* _GIVEN RECORDS_

****************************************

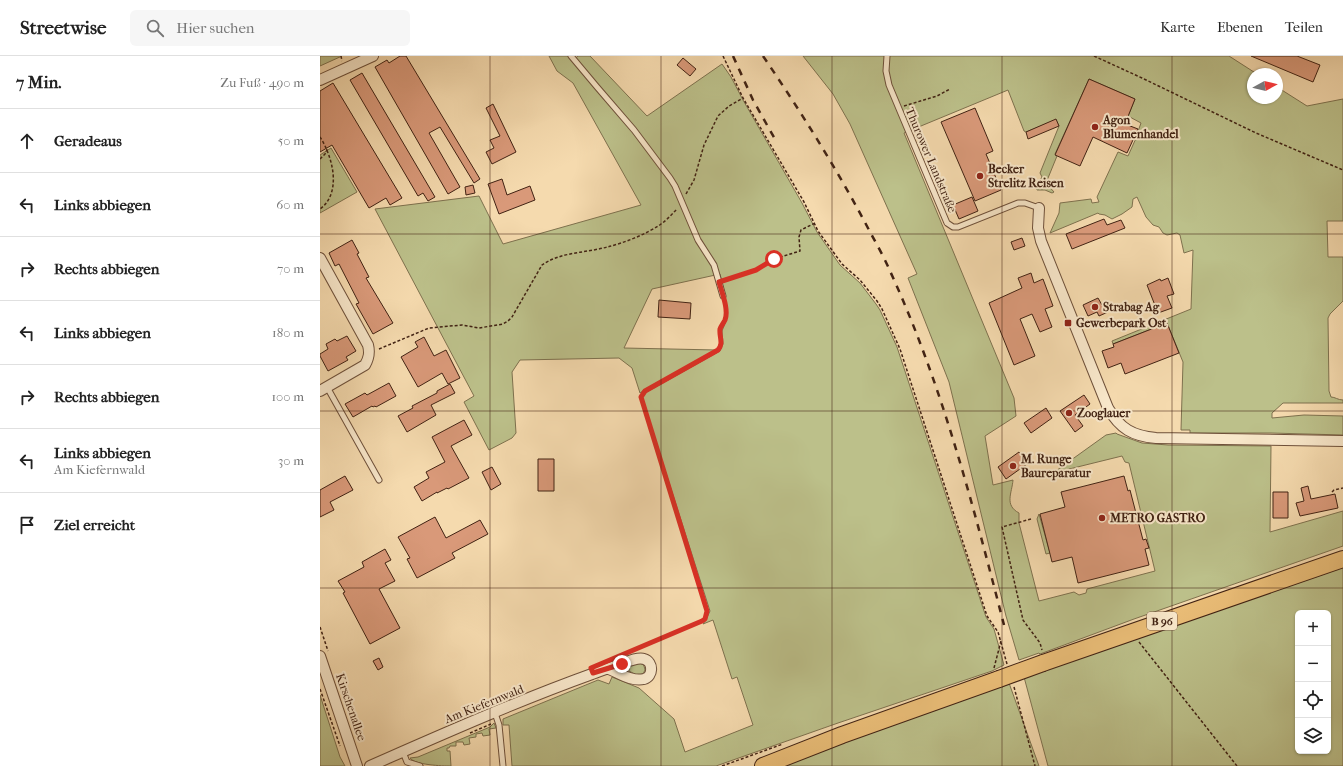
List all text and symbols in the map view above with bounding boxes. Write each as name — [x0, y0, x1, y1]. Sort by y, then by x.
search box — [130, 10, 410, 46]
text: Streetwise — [20, 17, 106, 39]
icon: search — [144, 17, 166, 39]
text: Hier suchen — [176, 19, 255, 37]
text: Karte — [1160, 19, 1195, 36]
text: Ebenen — [1217, 19, 1263, 36]
text: Teilen — [1285, 19, 1323, 36]
north arrow — [1247, 68, 1283, 104]
text: 7 Min. — [16, 72, 62, 92]
text: Zu Fuß · 490 m — [220, 75, 304, 90]
street label: Thurower Landstraße — [902, 105, 960, 215]
place label: Agon Blumenhandel — [1102, 113, 1179, 141]
marker: Agon Blumenhandel — [1090, 122, 1100, 132]
icon: ahead — [16, 130, 38, 152]
text: Geradeaus — [54, 132, 122, 150]
text: 50 m — [278, 133, 304, 148]
place label: Becker Strelitz Reisen — [988, 162, 1065, 190]
marker: Becker Strelitz Reisen — [975, 171, 985, 181]
icon: left — [16, 194, 38, 216]
text: Links abbiegen — [54, 196, 151, 214]
text: 60 m — [276, 197, 304, 212]
route start — [765, 250, 783, 268]
icon: right — [16, 258, 38, 280]
text: Rechts abbiegen — [54, 260, 159, 278]
text: 70 m — [277, 261, 304, 276]
place label: Strabag Ag — [1103, 300, 1160, 315]
marker: Strabag Ag — [1090, 302, 1100, 312]
place label: Gewerbepark Ost — [1076, 316, 1167, 331]
marker: Gewerbepark Ost — [1063, 318, 1073, 328]
icon: left — [16, 322, 38, 344]
text: Links abbiegen — [54, 324, 151, 342]
text: 180 m — [272, 325, 304, 340]
icon: right — [16, 386, 38, 408]
text: Rechts abbiegen — [54, 388, 159, 406]
text: 100 m — [271, 389, 304, 404]
place label: Zooglauer — [1077, 406, 1131, 421]
marker: Zooglauer — [1064, 408, 1074, 418]
text: Links abbiegen — [54, 444, 151, 462]
icon: left — [16, 450, 38, 472]
place label: M. Runge Baureparatur — [1020, 452, 1092, 481]
text: 30 m — [278, 453, 304, 468]
marker: M. Runge Baureparatur — [1008, 461, 1018, 471]
text: Am Kiefernwald — [54, 462, 145, 477]
place label: METRO GASTRO — [1109, 511, 1206, 525]
marker: METRO GASTRO — [1097, 513, 1107, 523]
icon: arrive — [16, 514, 38, 536]
text: Ziel erreicht — [54, 516, 135, 534]
map controls — [1295, 610, 1331, 754]
button: + — [1295, 610, 1331, 646]
road number: B 96 — [1147, 612, 1177, 630]
button: − — [1295, 646, 1331, 682]
route end — [613, 655, 631, 673]
street label: Kirschenallee — [333, 671, 369, 743]
street label: Am Kiefernwald — [441, 682, 526, 727]
button: locate — [1295, 682, 1331, 718]
button: layers — [1295, 718, 1331, 754]

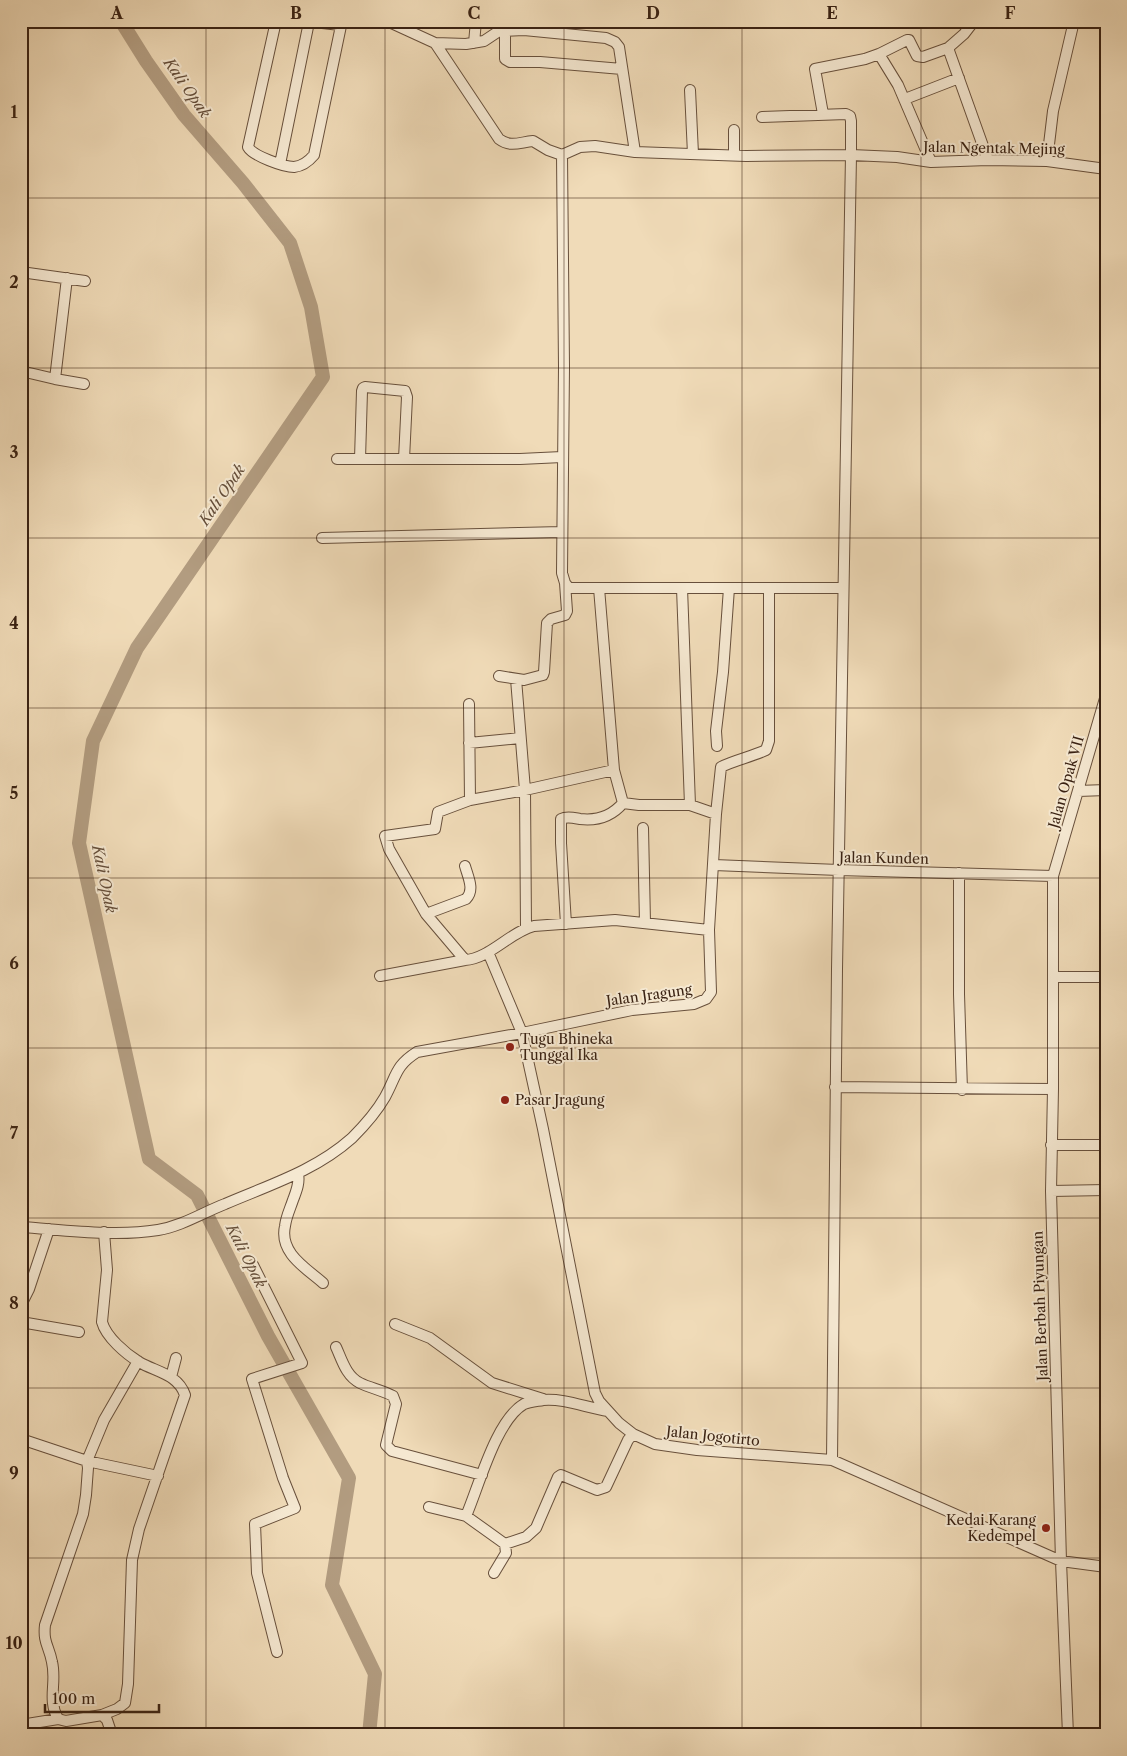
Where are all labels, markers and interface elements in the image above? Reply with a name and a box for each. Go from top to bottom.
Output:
text: A [110,3,124,23]
text: B [290,3,302,23]
text: C [468,3,480,23]
text: D [646,3,660,23]
text: E [826,3,838,23]
text: F [1005,3,1016,23]
water label: Kali Opak [159,53,215,122]
text: 1 [10,102,18,122]
street label: Jalan Ngentak Mejing [921,138,1065,158]
text: 2 [9,272,19,292]
text: 3 [9,442,19,462]
water label: Kali Opak [194,461,249,530]
text: 4 [9,613,19,633]
street label: Jalan Opak VII [1044,734,1088,832]
text: 5 [10,783,19,803]
water label: Kali Opak [88,842,121,915]
street label: Jalan Kunden [837,848,929,868]
text: 6 [9,953,19,973]
street label: Jalan Jragung [603,980,694,1010]
place label: Tugu Bhineka Tunggal Ika [520,1030,613,1064]
marker: Tugu Bhineka Tunggal Ika [504,1041,516,1053]
place label: Pasar Jragung [515,1091,605,1109]
marker: Pasar Jragung [499,1094,511,1106]
text: 7 [10,1123,19,1143]
water label: Kali Opak [222,1220,271,1291]
street label: Jalan Berbah Piyungan [1028,1230,1052,1383]
text: 8 [9,1293,19,1313]
street label: Jalan Jogotirto [663,1422,761,1450]
text: 9 [9,1463,19,1483]
place label: Kedai Karang Kedempel [946,1511,1037,1545]
marker: Kedai Karang Kedempel [1040,1522,1052,1534]
text: 10 [5,1633,23,1653]
scale bar [45,1681,159,1713]
text: 100 m [52,1689,95,1708]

****************************************

* _PROBLEM TO WORK ON_
Line by line, write out the records above exactly, skipping the pictures.

* _ANSWER TO THE EXERCISE_
List all text and symbols in the map view above with bounding boxes. Write each as name — [x0, y0, x1, y1]. Sort by y, then by x.
search box — [130, 10, 410, 46]
text: Streetwise — [20, 17, 106, 39]
icon: search — [144, 17, 166, 39]
text: Hier suchen — [176, 19, 255, 37]
text: Karte — [1160, 19, 1195, 36]
text: Ebenen — [1217, 19, 1263, 36]
text: Teilen — [1285, 19, 1323, 36]
north arrow — [1247, 68, 1283, 104]
text: 7 Min. — [16, 72, 62, 92]
text: Zu Fuß · 490 m — [220, 75, 304, 90]
street label: Thurower Landstraße — [902, 105, 960, 215]
place label: Agon Blumenhandel — [1102, 113, 1179, 141]
marker: Agon Blumenhandel — [1090, 122, 1100, 132]
icon: ahead — [16, 130, 38, 152]
text: Geradeaus — [54, 132, 122, 150]
text: 50 m — [278, 133, 304, 148]
place label: Becker Strelitz Reisen — [988, 162, 1065, 190]
marker: Becker Strelitz Reisen — [975, 171, 985, 181]
icon: left — [16, 194, 38, 216]
text: Links abbiegen — [54, 196, 151, 214]
text: 60 m — [276, 197, 304, 212]
route start — [765, 250, 783, 268]
icon: right — [16, 258, 38, 280]
text: Rechts abbiegen — [54, 260, 159, 278]
text: 70 m — [277, 261, 304, 276]
place label: Strabag Ag — [1103, 300, 1160, 315]
marker: Strabag Ag — [1090, 302, 1100, 312]
place label: Gewerbepark Ost — [1076, 316, 1167, 331]
marker: Gewerbepark Ost — [1063, 318, 1073, 328]
icon: left — [16, 322, 38, 344]
text: Links abbiegen — [54, 324, 151, 342]
text: 180 m — [272, 325, 304, 340]
icon: right — [16, 386, 38, 408]
text: Rechts abbiegen — [54, 388, 159, 406]
text: 100 m — [271, 389, 304, 404]
place label: Zooglauer — [1077, 406, 1131, 421]
marker: Zooglauer — [1064, 408, 1074, 418]
text: Links abbiegen — [54, 444, 151, 462]
icon: left — [16, 450, 38, 472]
place label: M. Runge Baureparatur — [1020, 452, 1092, 481]
text: 30 m — [278, 453, 304, 468]
marker: M. Runge Baureparatur — [1008, 461, 1018, 471]
text: Am Kiefernwald — [54, 462, 145, 477]
place label: METRO GASTRO — [1109, 511, 1206, 525]
marker: METRO GASTRO — [1097, 513, 1107, 523]
icon: arrive — [16, 514, 38, 536]
text: Ziel erreicht — [54, 516, 135, 534]
map controls — [1295, 610, 1331, 754]
button: + — [1295, 610, 1331, 646]
road number: B 96 — [1147, 612, 1177, 630]
button: − — [1295, 646, 1331, 682]
route end — [613, 655, 631, 673]
street label: Kirschenallee — [333, 671, 369, 743]
street label: Am Kiefernwald — [441, 682, 526, 727]
button: locate — [1295, 682, 1331, 718]
button: layers — [1295, 718, 1331, 754]

Where are all labels, markers and interface elements in the image above? Reply with a name and a box for each. Go from top to bottom.
Output:
text: A [110,3,124,23]
text: B [290,3,302,23]
text: C [468,3,480,23]
text: D [646,3,660,23]
text: E [826,3,838,23]
text: F [1005,3,1016,23]
water label: Kali Opak [159,53,215,122]
text: 1 [10,102,18,122]
street label: Jalan Ngentak Mejing [921,138,1065,158]
text: 2 [9,272,19,292]
text: 3 [9,442,19,462]
water label: Kali Opak [194,461,249,530]
text: 4 [9,613,19,633]
street label: Jalan Opak VII [1044,734,1088,832]
text: 5 [10,783,19,803]
water label: Kali Opak [88,842,121,915]
street label: Jalan Kunden [837,848,929,868]
text: 6 [9,953,19,973]
street label: Jalan Jragung [603,980,694,1010]
place label: Tugu Bhineka Tunggal Ika [520,1030,613,1064]
marker: Tugu Bhineka Tunggal Ika [504,1041,516,1053]
place label: Pasar Jragung [515,1091,605,1109]
marker: Pasar Jragung [499,1094,511,1106]
text: 7 [10,1123,19,1143]
water label: Kali Opak [222,1220,271,1291]
street label: Jalan Berbah Piyungan [1028,1230,1052,1383]
text: 8 [9,1293,19,1313]
street label: Jalan Jogotirto [663,1422,761,1450]
text: 9 [9,1463,19,1483]
place label: Kedai Karang Kedempel [946,1511,1037,1545]
marker: Kedai Karang Kedempel [1040,1522,1052,1534]
text: 10 [5,1633,23,1653]
scale bar [45,1681,159,1713]
text: 100 m [52,1689,95,1708]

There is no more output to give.